This has rarely felt as true as it did this past week in Sisimiut, Greenland.
We travelled between settlements with no roads or sewage systems, tasted dried seaweed and whale meat, spoke with the director of a shrimp factory — and then met a young entrepreneur growing vegetables in an old warehouse. A mix of past and future, side by side.
Greenland is a society in constant transition. Inuit traditions, Danish colonial legacy, and the lasting imprint of American presence all shape daily life. In Sisimiut, cruise ships are both opportunity and strain: thousands of visitors in a single day bring income but can empty the shops before the next supply boat arrives. Climate change softens winters and lengthens summers, but undermines hunting grounds and turns permafrost into mud.

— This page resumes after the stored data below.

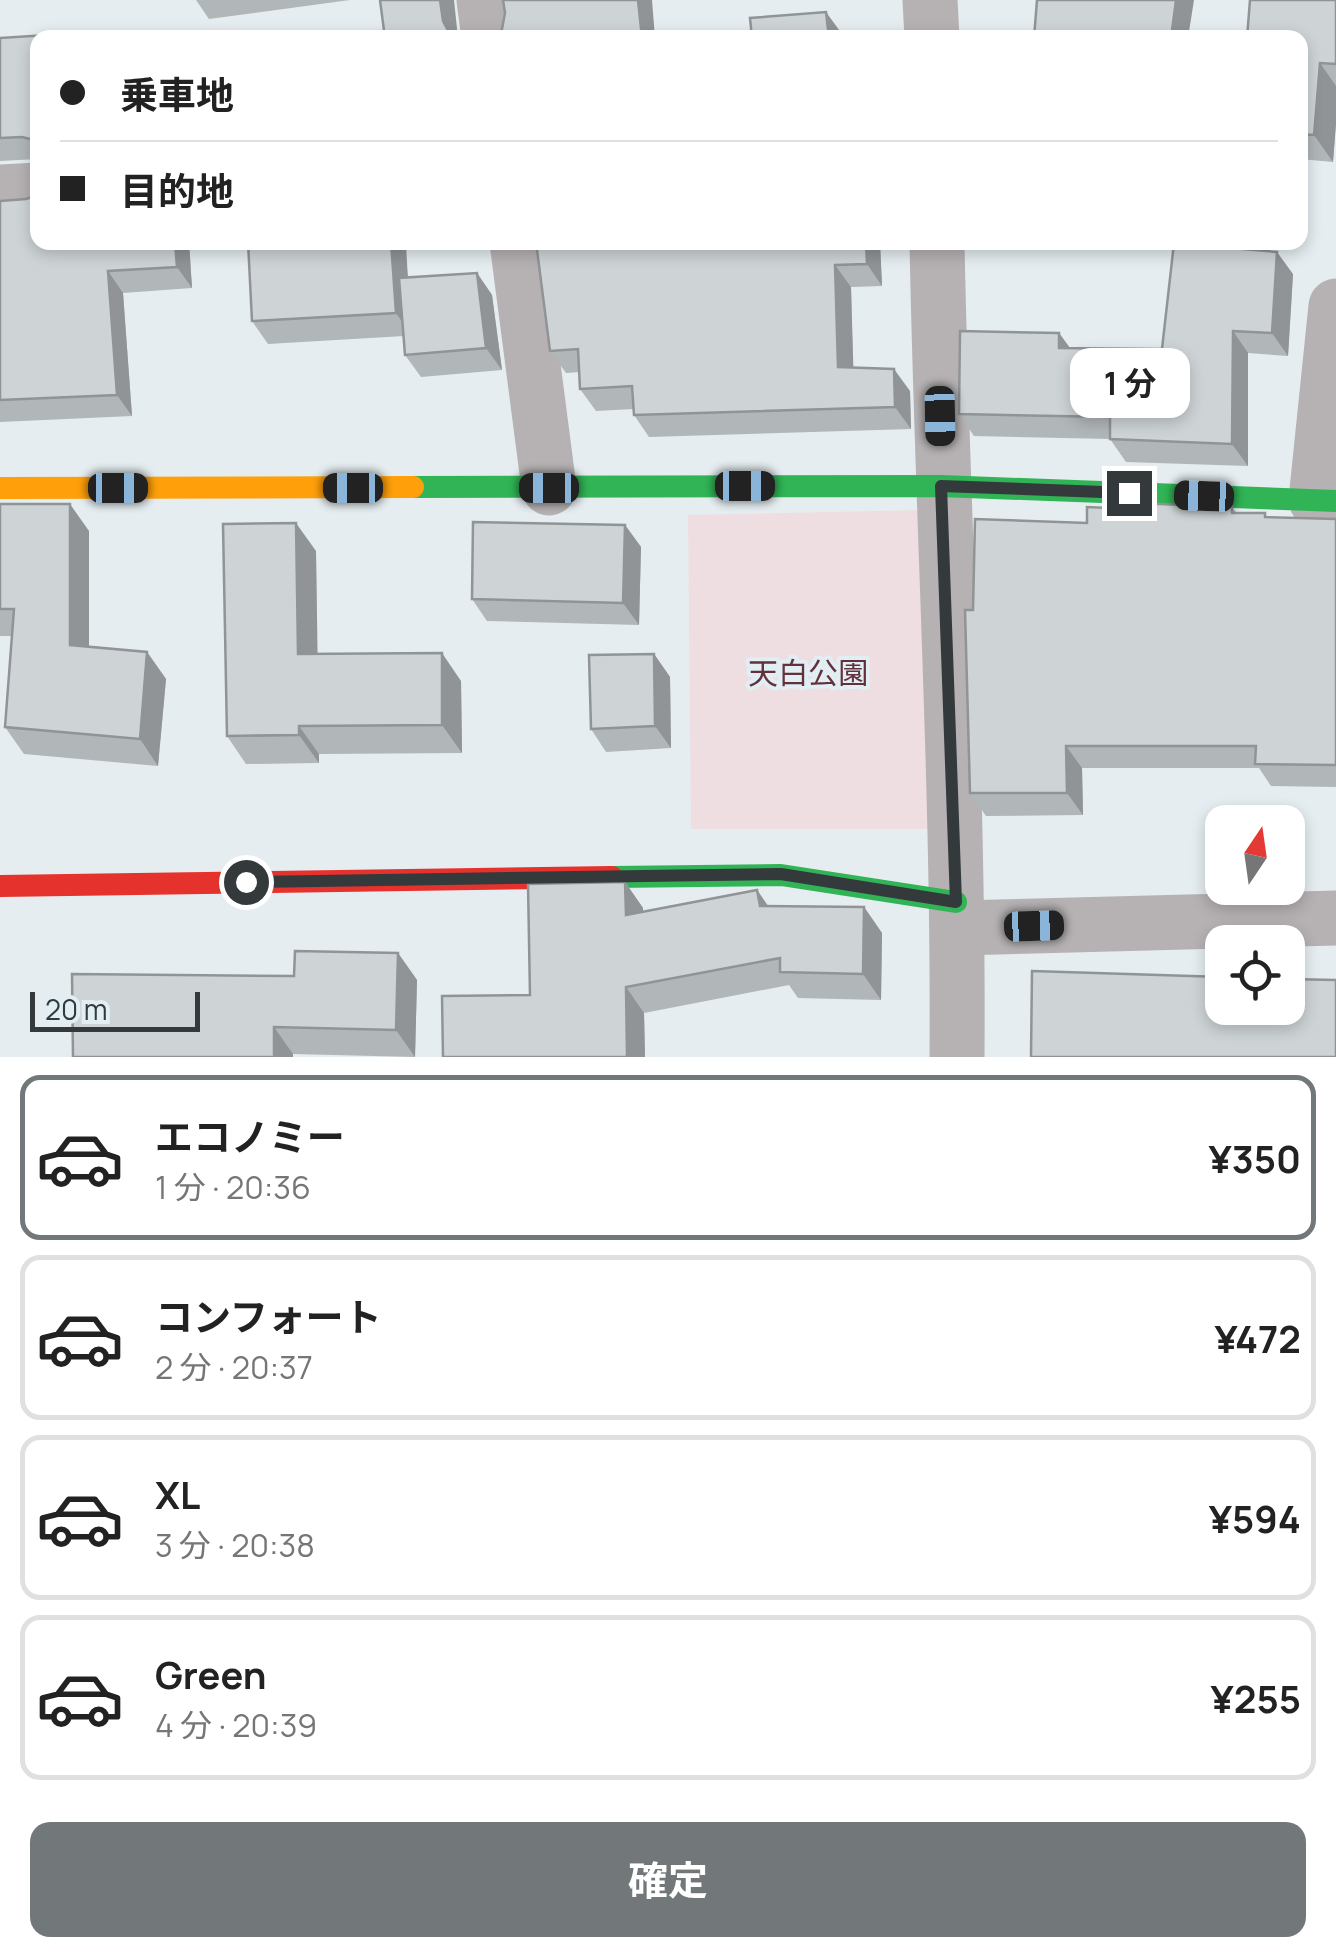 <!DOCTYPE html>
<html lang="ja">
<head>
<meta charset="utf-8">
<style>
  body { margin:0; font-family:Manrope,"Noto Sans JP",sans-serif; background:#f2f2f2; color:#222; height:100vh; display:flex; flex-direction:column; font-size:38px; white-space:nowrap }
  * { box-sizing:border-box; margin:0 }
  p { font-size:32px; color:#767676 }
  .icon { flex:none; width:55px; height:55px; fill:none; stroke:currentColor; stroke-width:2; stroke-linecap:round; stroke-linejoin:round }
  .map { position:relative; height:1057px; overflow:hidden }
  .details { display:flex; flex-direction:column; background:#fff; flex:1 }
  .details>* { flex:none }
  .top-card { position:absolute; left:30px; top:30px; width:1278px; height:220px; border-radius:20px; box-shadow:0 5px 15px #0003; display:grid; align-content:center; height:220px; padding:0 30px; background:#fff }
  .needle { width:65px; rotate:13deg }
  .controls { position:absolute; left:1205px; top:805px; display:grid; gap:20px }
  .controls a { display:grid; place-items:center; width:100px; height:100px; border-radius:20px; background:#fff; box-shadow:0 5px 15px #0003; font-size:50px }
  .scale { position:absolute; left:30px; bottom:25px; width:170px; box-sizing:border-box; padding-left:10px; border:5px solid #34393b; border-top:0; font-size:28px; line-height:35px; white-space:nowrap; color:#34393b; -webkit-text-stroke:8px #e1eef4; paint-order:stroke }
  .end { position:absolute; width:45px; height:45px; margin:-22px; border:12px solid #34393b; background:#fff; box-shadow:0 0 0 5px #fff }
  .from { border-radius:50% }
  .bubble { position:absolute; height:70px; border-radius:20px; background:#fff; box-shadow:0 5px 15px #0003; font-size:32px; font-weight:700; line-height:70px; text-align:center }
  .car { position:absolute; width:30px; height:60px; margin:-30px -15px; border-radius:12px; box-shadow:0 0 8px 2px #0007; background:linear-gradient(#222 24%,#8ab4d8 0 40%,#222 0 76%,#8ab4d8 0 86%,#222 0) }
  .top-card b { display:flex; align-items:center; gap:35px; height:95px; font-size:38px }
  .top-card b+b { border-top:2px solid #e0e0e0 }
  .top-card i { width:25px; height:25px; background:#222 }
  ul { padding:18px 0 0; list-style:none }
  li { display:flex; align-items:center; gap:30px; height:165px; margin:0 20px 15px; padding:0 10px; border:5px solid #e0e0e0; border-radius:20px }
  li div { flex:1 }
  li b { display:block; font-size:38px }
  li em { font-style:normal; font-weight:700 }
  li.on { border-color:#72787a }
  li>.icon { width:90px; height:90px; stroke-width:1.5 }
  .button { display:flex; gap:20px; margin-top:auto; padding:20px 30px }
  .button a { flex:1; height:115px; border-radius:20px; background:#72787a; color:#fff; font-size:40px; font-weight:700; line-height:115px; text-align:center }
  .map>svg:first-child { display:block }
</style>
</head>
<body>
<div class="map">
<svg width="1336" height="1057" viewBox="0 0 1336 1057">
  <rect width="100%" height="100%" fill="#e5edf0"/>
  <!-- green -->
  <path fill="#eedee2" d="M 924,510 L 928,829 L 691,829 L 688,515 Z"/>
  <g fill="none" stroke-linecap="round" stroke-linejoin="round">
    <!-- street -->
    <g stroke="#b6b2b4" stroke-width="55">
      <path d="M 484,0 L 489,38"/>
      <path d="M 930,0 L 932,38"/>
      <path d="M 0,192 L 38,190"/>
      <path d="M 517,242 L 549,488"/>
      <path d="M 937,242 C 942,514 959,786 957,1057"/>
      <path d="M 1316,500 L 1336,306"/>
      <path d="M 958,928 L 1336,918"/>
    </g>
    <!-- fast -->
    <g stroke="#30b455" stroke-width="22">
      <path d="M 413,487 L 941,486 L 1336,501"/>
      <path d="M 612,877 L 781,875 L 956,902"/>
    </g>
    <!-- slow -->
    <path stroke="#ff9f0a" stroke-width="22" d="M 0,488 L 413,487"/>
    <!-- jam -->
    <path stroke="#e5322d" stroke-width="22" d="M 0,886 L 612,877"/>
  </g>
  <!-- wall -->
  <g fill="#b1b6b8">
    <path d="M 196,0 L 350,0 L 209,19 Z"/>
    <path d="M 1336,0 L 1336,123 L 1333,162 L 1300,159 L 1300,38 Z"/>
    <path d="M 47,35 L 49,38 L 38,38 L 38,159 L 0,161 L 0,38 Z"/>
    <path d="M 0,201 L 38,242 L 189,242 L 192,288 L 123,293 L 132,416 L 0,422 Z"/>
    <path d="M 248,242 L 404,242 L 408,278 L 477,273 L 492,295 L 502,370 L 421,377 L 405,355 L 404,336 L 268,344 L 252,321 Z"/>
    <path d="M 880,242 L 882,286 L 851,287 L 853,368 L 910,391 L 911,429 L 649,437 L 634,415 L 634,409 L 596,411 L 580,389 L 580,372 L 566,373 L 550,351 Z"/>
    <path d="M 1293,274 L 1288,356 L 1248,353 L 1248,466 L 1126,462 L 1110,439 L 974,436 L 959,414 L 1059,333 L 1070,348 L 1162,349 Z"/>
    <path d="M 0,504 L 89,531 L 89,647 L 147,652 L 166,679 L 158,766 L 24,754 L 5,727 L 12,636 L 0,636 Z"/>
    <path d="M 1232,507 L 1237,513 L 1265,513 L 1268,518 L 1336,519 L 1336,787 L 1271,786 L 1259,768 L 1082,768 L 1083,815 L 986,816 L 970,793 L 973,610 L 1087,523 Z"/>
    <path d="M 625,525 L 641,547 L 639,625 L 487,621 L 472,599 Z"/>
    <path d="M 316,551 L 317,654 L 461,681 L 462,753 L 319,754 L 319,763 L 246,764 L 227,736 Z"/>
    <path d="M 654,654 L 670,677 L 671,748 L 606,752 L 591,729 Z"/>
    <path d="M 625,882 L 643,908 L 643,912 L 757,890 L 768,906 L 864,907 L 882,933 L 881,1000 L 798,998 L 789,985 L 644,1013 L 645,1057 L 443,1057 L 530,995 Z"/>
    <path d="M 398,953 L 417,980 L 415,1057 L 293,1054 L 293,1057 L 73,1057 Z"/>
  </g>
  <!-- shaded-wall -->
  <g fill="#909496">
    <path d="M 440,0 L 454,0 L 458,38 L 451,38 L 443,21 Z"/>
    <path d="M 638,0 L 652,0 L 655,38 L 642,38 Z"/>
    <path d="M 1176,0 L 1194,0 L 1188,38 L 1171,38 Z"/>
    <path d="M 826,12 L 842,34 L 842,38 L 829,38 Z"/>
    <path d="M 1320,63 L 1336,86 L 1336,123 L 1333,162 L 1314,135 Z"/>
    <path d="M 175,242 L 189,242 L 192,288 L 177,267 Z"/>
    <path d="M 391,242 L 404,242 L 406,244 L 411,335 L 396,313 Z"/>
    <path d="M 866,242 L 880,242 L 882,286 L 867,264 Z"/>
    <path d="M 1277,252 L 1293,274 L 1288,356 L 1272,333 Z"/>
    <path d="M 835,265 L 851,287 L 854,390 L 838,367 Z"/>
    <path d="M 108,271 L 123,293 L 132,416 L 117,395 Z"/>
    <path d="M 477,273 L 492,295 L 502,370 L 486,348 Z"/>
    <path d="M 1233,331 L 1248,353 L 1248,466 L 1232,444 Z"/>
    <path d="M 1059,333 L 1075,355 L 1059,348 Z"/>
    <path d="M 894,369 L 910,391 L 911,429 L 895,407 Z"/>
    <path d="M 70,504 L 89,531 L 89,672 L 70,645 Z"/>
    <path d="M 296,523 L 316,551 L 318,682 L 298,654 Z"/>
    <path d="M 625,525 L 641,547 L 639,625 L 623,603 Z"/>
    <path d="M 147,652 L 166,679 L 158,766 L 140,739 Z"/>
    <path d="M 442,653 L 461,681 L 462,753 L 442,725 Z"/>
    <path d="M 654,654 L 670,677 L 671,748 L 655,726 Z"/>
    <path d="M 299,726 L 319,754 L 319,763 L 299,735 Z"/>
    <path d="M 1066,746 L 1082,768 L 1083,815 L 1067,793 Z"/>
    <path d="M 625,882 L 643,908 L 644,941 L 626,915 Z"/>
    <path d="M 757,890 L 775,916 L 760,906 Z"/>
    <path d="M 864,907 L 882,933 L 881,1000 L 863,974 Z"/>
    <path d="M 398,953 L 417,980 L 415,1057 L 396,1030 Z"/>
    <path d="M 626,987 L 644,1013 L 645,1057 L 627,1057 Z"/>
    <path d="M 274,1027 L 293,1054 L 293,1057 L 274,1057 Z"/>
  </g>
  <!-- building -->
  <g fill="#ced4d6" stroke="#909496" stroke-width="2.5">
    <path d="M 380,0 L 440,0 L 443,21 L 452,38 L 385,38 Z"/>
    <path d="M 503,0 L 638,0 L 642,38 L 495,38 L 502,29 L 505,13 Z"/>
    <path d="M 1037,0 L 1176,0 L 1171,38 L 1034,38 Z"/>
    <path d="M 1250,0 L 1336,0 L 1336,64 L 1320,63 L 1314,135 L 1300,134 L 1300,38 L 1247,38 Z"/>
    <path d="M 826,12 L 829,38 L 752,38 L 750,18 Z"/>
    <path d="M 47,35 L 47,38 L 38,38 L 38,141 L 22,137 L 0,138 L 0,38 Z"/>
    <path d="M 38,195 L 38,242 L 175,242 L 177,267 L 108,271 L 117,395 L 0,400 L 0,201 L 26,199 Z"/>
    <path d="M 248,242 L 391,242 L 396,313 L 252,321 Z"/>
    <path d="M 536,242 L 866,242 L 867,264 L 835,265 L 838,367 L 894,369 L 895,407 L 634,415 L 632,386 L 580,389 L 578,349 L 550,351 Z"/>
    <path d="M 1174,243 L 1277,252 L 1272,333 L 1233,331 L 1232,444 L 1110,439 L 1110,417 L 959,414 L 960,331 L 1059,333 L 1059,348 L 1162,349 Z"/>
    <path d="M 477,273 L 486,348 L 405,355 L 399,278 Z"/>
    <path d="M 1109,502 L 1232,507 L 1232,513 L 1265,513 L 1265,517 L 1336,519 L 1336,765 L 1255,764 L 1256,746 L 1066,746 L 1067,793 L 970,793 L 965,610 L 973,610 L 975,519 L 1087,523 L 1087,507 L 1109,508 Z"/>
    <path d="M 0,504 L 70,504 L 70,645 L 147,652 L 140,739 L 5,727 L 14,609 L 0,609 Z"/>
    <path d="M 473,522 L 625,525 L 623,603 L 472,599 Z"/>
    <path d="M 296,523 L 298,654 L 442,653 L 442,725 L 299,726 L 299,735 L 227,736 L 223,524 Z"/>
    <path d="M 654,654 L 655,726 L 591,729 L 589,655 Z"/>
    <path d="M 625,882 L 626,915 L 757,890 L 760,906 L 864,907 L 863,974 L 780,972 L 780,958 L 626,987 L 627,1057 L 443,1057 L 442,996 L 530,995 L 528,884 Z"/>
    <path d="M 295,951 L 398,953 L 396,1030 L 274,1027 L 274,1057 L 73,1057 L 72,974 L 294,976 Z"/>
    <path d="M 1032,971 L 1222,977 L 1222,1008 L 1288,1008 L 1288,979 L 1336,980 L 1336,1057 L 1031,1057 Z"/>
  </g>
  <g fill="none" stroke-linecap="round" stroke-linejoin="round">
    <!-- route -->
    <path stroke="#34393b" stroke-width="12" d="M 246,882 L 781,874 L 956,902 L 941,486 L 1129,493"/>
  </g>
  <g text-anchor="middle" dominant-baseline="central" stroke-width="8" stroke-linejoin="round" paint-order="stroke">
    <!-- park labels -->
    <g font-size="30" fill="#64313a" stroke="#e1eef4">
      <text x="808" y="672">天白公園</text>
    </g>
  </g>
</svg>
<div class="controls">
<a><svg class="needle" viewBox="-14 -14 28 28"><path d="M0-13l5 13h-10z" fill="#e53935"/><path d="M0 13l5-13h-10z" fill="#767676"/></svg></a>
<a><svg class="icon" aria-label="locate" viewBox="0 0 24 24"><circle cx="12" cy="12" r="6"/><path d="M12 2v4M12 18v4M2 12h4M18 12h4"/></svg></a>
</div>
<div class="scale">20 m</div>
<i class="end from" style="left:246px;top:882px"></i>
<i class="end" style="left:1129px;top:493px"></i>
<div class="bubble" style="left:1070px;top:348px;width:120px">1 分</div>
<i class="car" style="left:940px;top:416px;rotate:179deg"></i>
<i class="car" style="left:745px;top:486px;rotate:90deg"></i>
<i class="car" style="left:118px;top:488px;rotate:90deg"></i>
<i class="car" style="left:353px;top:488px;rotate:270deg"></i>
<i class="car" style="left:549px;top:488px;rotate:270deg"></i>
<i class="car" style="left:1204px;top:496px;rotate:272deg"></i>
<i class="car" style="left:1034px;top:926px;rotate:88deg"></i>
<div class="top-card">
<b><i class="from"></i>乗車地</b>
<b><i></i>目的地</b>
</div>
</div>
<section class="details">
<ul>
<li class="on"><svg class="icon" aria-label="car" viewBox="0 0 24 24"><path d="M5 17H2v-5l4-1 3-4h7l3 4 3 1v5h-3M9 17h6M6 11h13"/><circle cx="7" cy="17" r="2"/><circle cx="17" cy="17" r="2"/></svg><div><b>エコノミー</b><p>1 分 · 20:36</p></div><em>¥350</em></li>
<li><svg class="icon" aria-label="car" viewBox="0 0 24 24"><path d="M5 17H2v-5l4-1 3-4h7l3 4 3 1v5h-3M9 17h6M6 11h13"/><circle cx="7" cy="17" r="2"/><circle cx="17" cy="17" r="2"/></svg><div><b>コンフォート</b><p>2 分 · 20:37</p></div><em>¥472</em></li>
<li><svg class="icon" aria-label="car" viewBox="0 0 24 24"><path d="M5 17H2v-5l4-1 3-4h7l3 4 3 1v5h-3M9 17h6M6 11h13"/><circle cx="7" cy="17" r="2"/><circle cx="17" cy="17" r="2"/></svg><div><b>XL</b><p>3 分 · 20:38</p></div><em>¥594</em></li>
<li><svg class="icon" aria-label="car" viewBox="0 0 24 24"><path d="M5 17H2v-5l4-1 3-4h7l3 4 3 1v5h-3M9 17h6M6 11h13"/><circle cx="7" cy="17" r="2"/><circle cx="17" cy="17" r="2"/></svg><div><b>Green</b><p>4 分 · 20:39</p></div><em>¥255</em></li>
</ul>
<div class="button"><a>確定</a></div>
</section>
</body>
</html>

I am here with partners from East Iceland, Bodø, Orkney and the Faroe Islands — together with local stakeholders — to understand how North Atlantic communities can strengthen their food system resilience in a time of geopolitical instability and rapid climate shifts.
Our project, funded by the Arctic Cooperation Programme of the Nordic Council of Ministers, highlights that resilience depends not just on supply chains, but on the enabling systems behind them: transport, energy, local production, and the capacity to maintain continuity, diverse supply paths, and acceptability of available foods. And across the North Atlantic, one insight keeps returning:
A strong mix of traditional knowledge, entrepreneurship and public investment is essential.
In Sisimiut, we saw exactly that mix in action. And it gives reason for optimism.